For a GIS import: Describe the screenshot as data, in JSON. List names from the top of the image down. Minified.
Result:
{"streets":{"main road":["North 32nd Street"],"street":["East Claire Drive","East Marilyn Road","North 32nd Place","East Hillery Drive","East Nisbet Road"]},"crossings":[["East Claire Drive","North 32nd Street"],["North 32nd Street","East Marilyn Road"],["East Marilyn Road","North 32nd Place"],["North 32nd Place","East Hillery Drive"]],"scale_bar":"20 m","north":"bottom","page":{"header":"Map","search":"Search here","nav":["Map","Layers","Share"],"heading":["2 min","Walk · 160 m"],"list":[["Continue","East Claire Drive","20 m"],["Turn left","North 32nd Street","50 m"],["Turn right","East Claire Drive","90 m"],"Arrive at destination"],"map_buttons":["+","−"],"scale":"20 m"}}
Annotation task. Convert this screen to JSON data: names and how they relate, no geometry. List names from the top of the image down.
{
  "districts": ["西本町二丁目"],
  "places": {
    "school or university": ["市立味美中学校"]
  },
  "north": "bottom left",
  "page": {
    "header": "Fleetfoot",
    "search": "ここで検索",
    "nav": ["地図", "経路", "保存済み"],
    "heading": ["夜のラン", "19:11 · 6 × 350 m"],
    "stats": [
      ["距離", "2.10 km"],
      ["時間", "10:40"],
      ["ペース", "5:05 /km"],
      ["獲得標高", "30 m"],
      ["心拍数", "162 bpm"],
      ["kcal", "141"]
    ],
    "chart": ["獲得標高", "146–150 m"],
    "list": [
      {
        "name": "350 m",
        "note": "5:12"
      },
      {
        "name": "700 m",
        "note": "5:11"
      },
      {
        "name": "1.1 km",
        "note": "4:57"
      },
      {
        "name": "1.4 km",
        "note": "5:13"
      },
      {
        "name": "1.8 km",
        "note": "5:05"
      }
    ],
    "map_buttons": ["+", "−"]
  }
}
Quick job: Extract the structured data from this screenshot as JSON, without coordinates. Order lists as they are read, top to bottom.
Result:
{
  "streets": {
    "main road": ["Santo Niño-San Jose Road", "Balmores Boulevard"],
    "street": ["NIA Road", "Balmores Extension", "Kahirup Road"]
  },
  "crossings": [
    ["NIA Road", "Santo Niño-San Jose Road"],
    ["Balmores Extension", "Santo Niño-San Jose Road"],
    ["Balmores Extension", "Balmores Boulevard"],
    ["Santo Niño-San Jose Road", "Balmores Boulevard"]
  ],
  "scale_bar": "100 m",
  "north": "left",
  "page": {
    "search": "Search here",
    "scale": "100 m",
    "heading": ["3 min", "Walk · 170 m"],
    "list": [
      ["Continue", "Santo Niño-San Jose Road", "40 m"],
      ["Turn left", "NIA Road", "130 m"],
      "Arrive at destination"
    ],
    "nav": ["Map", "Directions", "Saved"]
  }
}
+ + + + +
* _What to work on_: Nothing in the listing may be left out; repeat it all exactly.

* _Answer to this problem_:
For a GIS import: Describe the screenshot as data, in JSON. List names from the top of the image down. Minified.
Result:
{"streets":{"main road":["North 32nd Street"],"street":["East Claire Drive","East Marilyn Road","North 32nd Place","East Hillery Drive","East Nisbet Road"]},"crossings":[["East Claire Drive","North 32nd Street"],["North 32nd Street","East Marilyn Road"],["East Marilyn Road","North 32nd Place"],["North 32nd Place","East Hillery Drive"]],"scale_bar":"20 m","north":"bottom","page":{"header":"Map","search":"Search here","nav":["Map","Layers","Share"],"heading":["2 min","Walk · 160 m"],"list":[["Continue","East Claire Drive","20 m"],["Turn left","North 32nd Street","50 m"],["Turn right","East Claire Drive","90 m"],"Arrive at destination"],"map_buttons":["+","−"],"scale":"20 m"}}
Annotation task. Convert this screen to JSON data: names and how they relate, no geometry. List names from the top of the image down.
{
  "districts": ["西本町二丁目"],
  "places": {
    "school or university": ["市立味美中学校"]
  },
  "north": "bottom left",
  "page": {
    "header": "Fleetfoot",
    "search": "ここで検索",
    "nav": ["地図", "経路", "保存済み"],
    "heading": ["夜のラン", "19:11 · 6 × 350 m"],
    "stats": [
      ["距離", "2.10 km"],
      ["時間", "10:40"],
      ["ペース", "5:05 /km"],
      ["獲得標高", "30 m"],
      ["心拍数", "162 bpm"],
      ["kcal", "141"]
    ],
    "chart": ["獲得標高", "146–150 m"],
    "list": [
      {
        "name": "350 m",
        "note": "5:12"
      },
      {
        "name": "700 m",
        "note": "5:11"
      },
      {
        "name": "1.1 km",
        "note": "4:57"
      },
      {
        "name": "1.4 km",
        "note": "5:13"
      },
      {
        "name": "1.8 km",
        "note": "5:05"
      }
    ],
    "map_buttons": ["+", "−"]
  }
}
Quick job: Extract the structured data from this screenshot as JSON, without coordinates. Order lists as they are read, top to bottom.
Result:
{
  "streets": {
    "main road": ["Santo Niño-San Jose Road", "Balmores Boulevard"],
    "street": ["NIA Road", "Balmores Extension", "Kahirup Road"]
  },
  "crossings": [
    ["NIA Road", "Santo Niño-San Jose Road"],
    ["Balmores Extension", "Santo Niño-San Jose Road"],
    ["Balmores Extension", "Balmores Boulevard"],
    ["Santo Niño-San Jose Road", "Balmores Boulevard"]
  ],
  "scale_bar": "100 m",
  "north": "left",
  "page": {
    "search": "Search here",
    "scale": "100 m",
    "heading": ["3 min", "Walk · 170 m"],
    "list": [
      ["Continue", "Santo Niño-San Jose Road", "40 m"],
      ["Turn left", "NIA Road", "130 m"],
      "Arrive at destination"
    ],
    "nav": ["Map", "Directions", "Saved"]
  }
}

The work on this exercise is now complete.